What to produce:
Print the lines in the listing below that fall between the line with "c.textBaseline = 'middle';" and the line with "[0,349,18,359,10,375,0,370]", those two lines included, exactly as they stand and with nothing else.

== The records

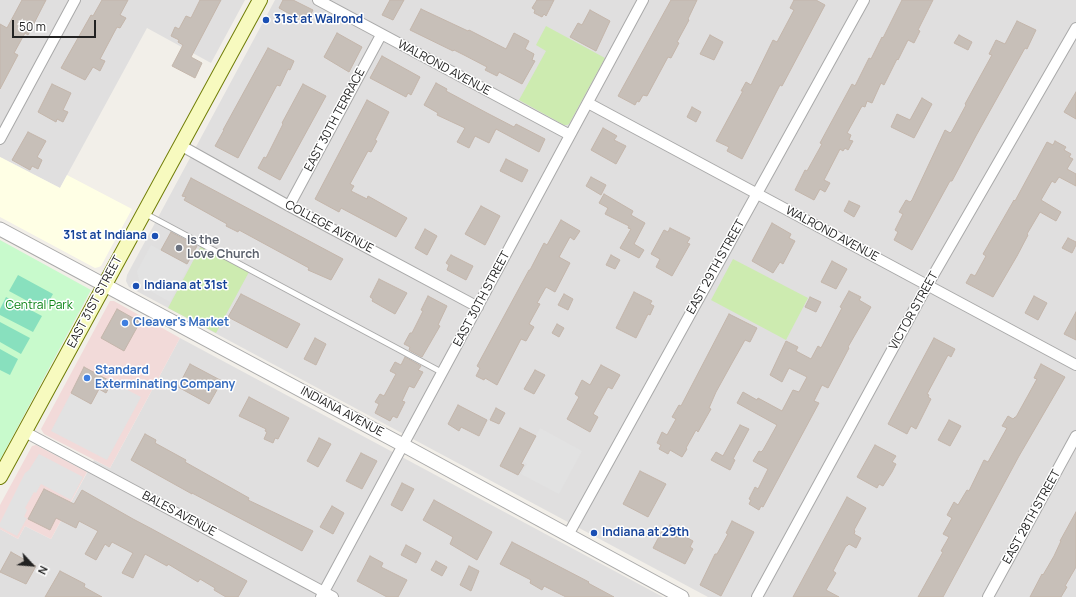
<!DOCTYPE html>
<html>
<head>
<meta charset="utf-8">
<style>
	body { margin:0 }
	#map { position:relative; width:1076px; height:597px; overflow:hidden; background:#f2efe9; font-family:Manrope,sans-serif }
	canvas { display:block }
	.north { position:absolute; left:12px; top:545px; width:40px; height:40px; -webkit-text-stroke:3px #fff; paint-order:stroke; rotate:116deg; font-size:11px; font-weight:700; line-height:16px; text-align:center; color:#222 }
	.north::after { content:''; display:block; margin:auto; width:14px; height:18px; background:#222; clip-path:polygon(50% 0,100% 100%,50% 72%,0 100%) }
	.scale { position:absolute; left:12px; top:20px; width:84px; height:18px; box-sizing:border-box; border:2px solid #222; border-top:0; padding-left:5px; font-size:12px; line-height:14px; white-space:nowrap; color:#222; -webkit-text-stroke:3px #fff; paint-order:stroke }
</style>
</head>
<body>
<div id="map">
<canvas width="1076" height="597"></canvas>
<div class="north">N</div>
<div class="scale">50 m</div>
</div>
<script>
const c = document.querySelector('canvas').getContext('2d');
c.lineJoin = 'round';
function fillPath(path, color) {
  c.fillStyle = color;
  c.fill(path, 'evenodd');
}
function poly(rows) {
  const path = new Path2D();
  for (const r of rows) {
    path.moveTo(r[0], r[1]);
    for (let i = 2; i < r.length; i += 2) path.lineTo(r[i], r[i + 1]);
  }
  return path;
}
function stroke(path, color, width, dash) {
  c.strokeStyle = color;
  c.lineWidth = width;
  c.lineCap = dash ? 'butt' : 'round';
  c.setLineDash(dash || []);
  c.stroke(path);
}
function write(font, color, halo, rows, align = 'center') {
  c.font = font + ' Manrope,sans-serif';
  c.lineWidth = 3;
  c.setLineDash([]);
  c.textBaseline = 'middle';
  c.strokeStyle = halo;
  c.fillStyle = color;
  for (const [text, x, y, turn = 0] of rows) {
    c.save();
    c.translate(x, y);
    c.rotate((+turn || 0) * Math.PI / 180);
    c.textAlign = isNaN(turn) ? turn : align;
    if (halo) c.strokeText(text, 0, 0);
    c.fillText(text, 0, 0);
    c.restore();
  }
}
fillPath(poly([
	[0,0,245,0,211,63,147,28,60,188,0,157],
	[275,0,1076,0,1076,597,708,597,129,287,126,281,127,275],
	[180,338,663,597,0,597,0,529,18,539,25,526,51,539,94,460,110,468]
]), '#e0dfdf');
fillPath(poly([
	[110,301,114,301,180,338,110,468,44,434,41,429],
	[36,445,87,472,51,539,25,526,18,539,0,529,0,505,32,446]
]), '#f2dad9');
fillPath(poly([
	[0,157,60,188,67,175,132,209,101,266,99,267,95,268,0,217]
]), '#ffffe5');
fillPath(poly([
	[546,26,605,58,569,124,567,125,564,125,519,100,546,51,536,45],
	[201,246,249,272,216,333,168,308],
	[733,259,808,298,786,340,711,300]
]), '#cdebb0');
fillPath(poly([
	[0,240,91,290,0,460]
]), '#c8facc');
fillPath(poly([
	[18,275,53,294,44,310,9,291],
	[6,297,42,316,33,332,0,315,0,309],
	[0,322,30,338,21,354,0,342],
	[0,349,18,359,10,375,0,370]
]), '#88e0be');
fillPath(poly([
	[151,245,189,266,170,302,140,285,137,271],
	[112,382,141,397,107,460,51,431,71,393,91,403,99,389,106,393],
	[540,428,582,451,559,494,521,474,527,464,522,461],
	[39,454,83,477,71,500,41,484,36,493,34,492,25,508,27,510,24,517,27,518,17,536,0,527,0,523,25,473,29,470]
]), '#e2e2e2');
const building = poly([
	[22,0,46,0,28,35,25,33,14,53,18,55,0,89,0,24,7,28,22,0],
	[102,0,128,0,120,15,126,18,120,28,117,27,100,59,105,61,100,71,93,67,85,80,61,68,91,15,93,16,102,0],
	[200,0,221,0,191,57,202,63,195,78,172,66,183,45,178,42,179,40,171,36,175,27,179,29,186,16,191,18,200,0],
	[283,0,293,0,313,10,306,23,279,8,283,0],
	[390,0,404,0,393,20,382,15,390,0],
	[537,0,554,0,546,16,544,14,542,17,534,13,535,10,532,8,537,0],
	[671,0,697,0,688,19,689,20,677,42,679,43,671,58,668,57,647,96,643,95,639,102,637,101,635,105,618,96,671,0],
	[794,0,816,0,825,5,782,86,780,85,742,159,727,151,729,147,716,141,743,91,741,91,746,82,751,85,773,40,777,42,794,10,790,8,794,0],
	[902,0,933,0,918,30,920,31,914,43,908,40,898,60,897,59,884,85,881,83,872,103,867,101,865,107,862,106,847,133,851,135,849,140,853,141,848,150,845,148,843,151,840,149,824,180,830,183,825,192,820,189,814,200,795,190,805,170,807,171,822,144,820,143,852,84,855,86,869,58,871,59,882,37,883,38,902,0],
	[421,9,468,31,469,30,506,49,514,33,529,41,525,49,534,54,532,60,535,61,522,84,499,72,497,76,485,70,487,67,464,55,454,50,453,51,410,30,421,9],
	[590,10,610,21,596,51,570,37,578,23,582,25,590,10],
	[1017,21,1036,30,1027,49,1025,48,977,134,952,181,950,181,912,250,894,240,898,232,895,230,903,214,899,212,906,200,910,202,912,200,945,130,950,133,952,131,966,105,965,104,992,55,989,54,996,40,1005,44,1017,21],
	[337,33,362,47,349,72,324,57,337,33],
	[710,35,723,42,714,60,700,54,710,35],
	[959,35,972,42,968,50,954,43,959,35],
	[268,48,294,61,290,70,288,69,280,86,277,85,238,158,215,146,224,130,223,130,268,48],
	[382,56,420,77,411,95,408,93,406,97,370,78,382,56],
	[436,83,447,89,446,91,487,113,514,127,516,124,545,139,539,152,496,129,489,143,475,136,469,148,457,142,465,128,437,115,438,113,424,105,436,83],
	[52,84,71,93,63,110,68,112,63,122,57,119,56,122,38,112,52,84],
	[303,84,326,96,280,180,258,168,264,157,266,158,283,124,282,123,303,84],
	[1076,92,1076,119,1064,112,1076,92],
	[922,98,932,104,914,138,891,127,897,114,910,120,922,98],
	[367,100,389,112,375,140,377,141,371,152,368,151,350,184,354,186,351,191,367,199,368,196,407,218,396,237,341,208,339,212,315,199,367,100],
	[692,107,701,112,696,122,687,117,692,107],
	[603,128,617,136,614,140,626,146,616,164,591,150,603,128],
	[28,132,46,141,37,157,42,160,38,169,32,166,30,170,12,160,28,132],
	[1055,141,1066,147,1064,150,1071,154,1069,157,1073,159,1067,169,1076,174,1076,186,1059,177,1055,183,1052,181,1041,200,1061,212,1056,221,1040,212,1027,234,1028,235,1017,256,993,297,966,283,971,274,975,276,986,256,983,254,1014,200,1015,201,1047,142,1053,145,1055,141],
	[506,159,528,170,522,182,500,171,506,159],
	[591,177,606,185,601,195,586,186,591,177],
	[191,178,343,259,331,280,308,270,309,268,239,230,238,232,226,226,227,224,184,200,186,197,182,196,191,178],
	[604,194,633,211,631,215,645,223,634,244,644,250,639,258,620,248,631,229,628,228,629,226,605,214,608,208,599,203,604,194],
	[849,201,860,206,854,217,844,211,849,201],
	[481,206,500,216,485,245,465,234,481,206],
	[561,220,580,231,574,240,570,237,559,257,570,263,555,292,546,287,537,303,540,304,529,324,534,327,526,341,521,339,497,385,485,378,484,380,476,376,480,368,477,366,529,270,530,270,544,243,547,245,561,220],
	[772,223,791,234,789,238,795,241,783,264,780,262,773,273,752,261,772,223],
	[670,228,690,238,687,243,690,244,672,276,656,267,660,259,651,254,664,230,668,232,670,228],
	[425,229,437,236,427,255,415,248,425,229],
	[171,232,197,246,187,264,161,250,171,232],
	[1068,238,1076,242,1076,245,1072,253,1062,248,1068,238],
	[451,255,473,266,466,280,447,270,449,265,446,263,451,255],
	[611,255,620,260,615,269,606,265,611,255],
	[832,261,847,269,836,289,821,282,832,261],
	[379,279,407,293,395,314,372,301,373,299,370,297,379,279],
	[849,291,861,297,859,300,871,307,848,347,849,348,828,388,822,385,814,401,819,403,763,507,761,506,759,510,749,504,751,500,749,499,755,487,758,489,768,469,753,461,759,451,761,452,763,450,777,425,737,403,743,392,757,400,758,398,782,411,793,390,799,392,807,377,789,368,782,382,770,375,786,341,798,347,796,351,811,359,818,346,821,348,842,308,840,307,849,291],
	[634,292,652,301,650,304,654,306,650,315,648,314,636,338,616,328,634,292],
	[241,294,300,324,287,348,228,317,241,294],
	[564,294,573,299,568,310,558,305,564,294],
	[428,296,447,306,438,325,440,326,422,357,409,350,410,347,404,344,410,333,412,333,423,311,421,310,428,296],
	[1034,296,1047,303,1038,320,1025,313,1034,296],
	[810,297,821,302,816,312,805,307,810,297],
	[117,309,140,322,124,351,101,338,117,309],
	[1076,312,1076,340,1064,334,1076,312],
	[729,314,757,328,750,342,745,340,732,363,716,392,709,408,711,409,698,432,696,430,686,448,687,449,682,457,670,450,668,454,659,449,661,445,657,443,662,432,667,435,676,419,672,417,679,405,681,406,729,314],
	[557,324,564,328,559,337,552,333,557,324],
	[315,338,326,344,316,365,304,359,315,338],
	[934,338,955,349,951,357,948,355,927,394,929,395,928,397,931,399,916,429,911,426,907,434,888,424,934,338],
	[405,357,421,366,418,370,423,372,414,388,409,386,402,401,405,402,397,418,393,416,390,421,375,413,379,404,375,402,380,394,384,396,396,374,390,371,395,362,401,365,405,357],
	[190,364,222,381,209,404,178,387,190,364],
	[1041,364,1065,377,1019,456,943,597,918,597,943,552,941,551,949,537,943,534,952,518,947,515,954,502,958,505,967,490,969,491,984,460,988,462,1007,428,1002,426,1008,416,1013,419,1015,417,1016,417,1037,379,1034,378,1041,364],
	[601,365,620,375,612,389,608,387,593,414,598,417,590,432,567,419,579,397,575,394,582,380,590,385,601,365],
	[84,367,112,382,106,393,99,389,91,404,71,393,84,367],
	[535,370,545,375,534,394,524,389,535,370],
	[249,397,289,418,278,439,275,438,273,443,264,439,267,432,265,431,266,429,239,416,249,397],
	[458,405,487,420,479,436,461,427,459,431,448,424,458,405],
	[496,408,505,413,499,424,490,420,496,408],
	[949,420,961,426,950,446,938,440,949,420],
	[740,425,749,429,733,459,735,460,730,470,711,460,716,452,723,456,724,454,740,425],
	[520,428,536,436,521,464,524,465,518,475,500,466,520,428],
	[145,434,156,440,155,443,186,460,185,462,249,498,248,500,313,531,302,551,192,493,192,494,131,460,145,434],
	[319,438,331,444,318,467,307,461,319,438],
	[875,445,896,456,892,462,896,464,892,472,883,486,879,484,877,488,857,477,875,445],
	[361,453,377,461,362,489,346,481,361,453],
	[640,471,666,484,648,517,623,504,640,471],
	[402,483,414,489,402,511,391,505,402,483],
	[44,489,74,504,82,490,133,519,152,529,247,581,238,597,226,597,214,590,215,588,200,579,198,582,168,564,167,566,145,554,133,578,122,573,133,553,112,542,109,547,105,544,96,560,85,554,98,531,79,521,76,528,56,518,50,530,28,519,44,489],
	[847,497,866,508,854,530,855,531,854,534,861,538,856,548,849,544,847,546,846,546,833,571,836,573,826,590,839,597,793,597,847,497],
	[434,500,492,532,477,560,450,544,453,537,423,520,434,500],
	[332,506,344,513,333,534,320,527,332,506],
	[1076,512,1076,567,1065,586,1067,587,1061,597,1030,597,1042,574,1043,575,1054,556,1061,541,1060,541,1076,512],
	[732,521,754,532,721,596,700,585,715,554,717,554,728,534,726,533,732,521],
	[670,525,680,530,679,533,693,541,690,547,693,549,685,564,653,548,664,527,668,529,670,525],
	[512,542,589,582,588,583,614,597,566,597,544,586,542,590,530,583,531,580,500,564,512,542],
	[406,545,421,553,416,563,401,555,406,545],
	[11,552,36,566,26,584,0,572,11,552],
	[370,556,383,563,381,567,407,580,398,597,387,597,357,581,370,556],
	[436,561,447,567,442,576,431,570,436,561],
	[469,566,479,571,471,591,460,585,469,566],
	[60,571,85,584,84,587,102,597,45,597,60,571]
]);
fillPath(building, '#c7bfb8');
stroke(building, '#c4b6ab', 1);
const service = poly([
	[144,213,443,373]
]);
const minor = poly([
	[318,0,570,135],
	[588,103,1076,365],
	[0,139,75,0],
	[180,145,289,206,478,307],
	[289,206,381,35],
	[25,432,333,597],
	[568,535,864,0],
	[321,597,643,0],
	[757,597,927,286,1076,28],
	[988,597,1076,436]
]);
const tertiary = poly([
	[0,229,403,445,682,597]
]);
const secondary = poly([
	[0,477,260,0]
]);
stroke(service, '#a9a9a9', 7);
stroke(minor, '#a9a9a9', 12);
stroke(tertiary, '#a9a9a9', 15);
stroke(secondary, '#707d05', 16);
stroke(service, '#fff', 5);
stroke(minor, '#fff', 10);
stroke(tertiary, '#fff', 13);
stroke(secondary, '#f7fabf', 14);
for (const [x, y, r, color] of [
	[266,20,4,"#1a4fb4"],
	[155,236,4,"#1a4fb4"],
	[179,248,4,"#6b7280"],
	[136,286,4,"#1a4fb4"],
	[125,323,4,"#3f7fe0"],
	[87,378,4,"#3f7fe0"],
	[594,533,4,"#1a4fb4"]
]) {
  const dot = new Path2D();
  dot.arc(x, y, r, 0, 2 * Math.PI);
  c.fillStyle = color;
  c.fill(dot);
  stroke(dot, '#fff', 1.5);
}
write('bold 12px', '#164399', '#fff', [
	["31st at Walrond",274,20],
	["31st at Indiana",147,236,"right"],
	["Indiana at 31st",144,286],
	["Indiana at 29th",602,533]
], 'left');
write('12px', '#222', '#fff', [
	["WALROND AVENUE",444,68,28],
	["EAST 30TH TERRACE",335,120,-62],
	["COLLEGE AVENUE",329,227,28],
	["WALROND AVENUE",832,234,28],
	["EAST 29TH STREET",716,267,-61],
	["EAST 30TH STREET",482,299,-62],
	["EAST 31ST STREET",95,302,-62],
	["VICTOR STREET",914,311,-61],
	["INDIANA AVENUE",342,412,28],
	["BALES AVENUE",179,514,28],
	["EAST 28TH STREET",1032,517,-61]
]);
write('bold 12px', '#5b616d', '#fff', [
	["Is the",187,241],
	["Love Church",187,255]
], 'left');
write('12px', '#0c8416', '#fff', [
	["Central Park",39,306]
]);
write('bold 12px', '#366cbe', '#fff', [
	["Cleaver's Market",133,323],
	["Standard",95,371],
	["Exterminating Company",95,385]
], 'left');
</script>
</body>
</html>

====

Solution:
  c.textBaseline = 'middle';
  c.strokeStyle = halo;
  c.fillStyle = color;
  for (const [text, x, y, turn = 0] of rows) {
    c.save();
    c.translate(x, y);
    c.rotate((+turn || 0) * Math.PI / 180);
    c.textAlign = isNaN(turn) ? turn : align;
    if (halo) c.strokeText(text, 0, 0);
    c.fillText(text, 0, 0);
    c.restore();
  }
}
fillPath(poly([
	[0,0,245,0,211,63,147,28,60,188,0,157],
	[275,0,1076,0,1076,597,708,597,129,287,126,281,127,275],
	[180,338,663,597,0,597,0,529,18,539,25,526,51,539,94,460,110,468]
]), '#e0dfdf');
fillPath(poly([
	[110,301,114,301,180,338,110,468,44,434,41,429],
	[36,445,87,472,51,539,25,526,18,539,0,529,0,505,32,446]
]), '#f2dad9');
fillPath(poly([
	[0,157,60,188,67,175,132,209,101,266,99,267,95,268,0,217]
]), '#ffffe5');
fillPath(poly([
	[546,26,605,58,569,124,567,125,564,125,519,100,546,51,536,45],
	[201,246,249,272,216,333,168,308],
	[733,259,808,298,786,340,711,300]
]), '#cdebb0');
fillPath(poly([
	[0,240,91,290,0,460]
]), '#c8facc');
fillPath(poly([
	[18,275,53,294,44,310,9,291],
	[6,297,42,316,33,332,0,315,0,309],
	[0,322,30,338,21,354,0,342],
	[0,349,18,359,10,375,0,370]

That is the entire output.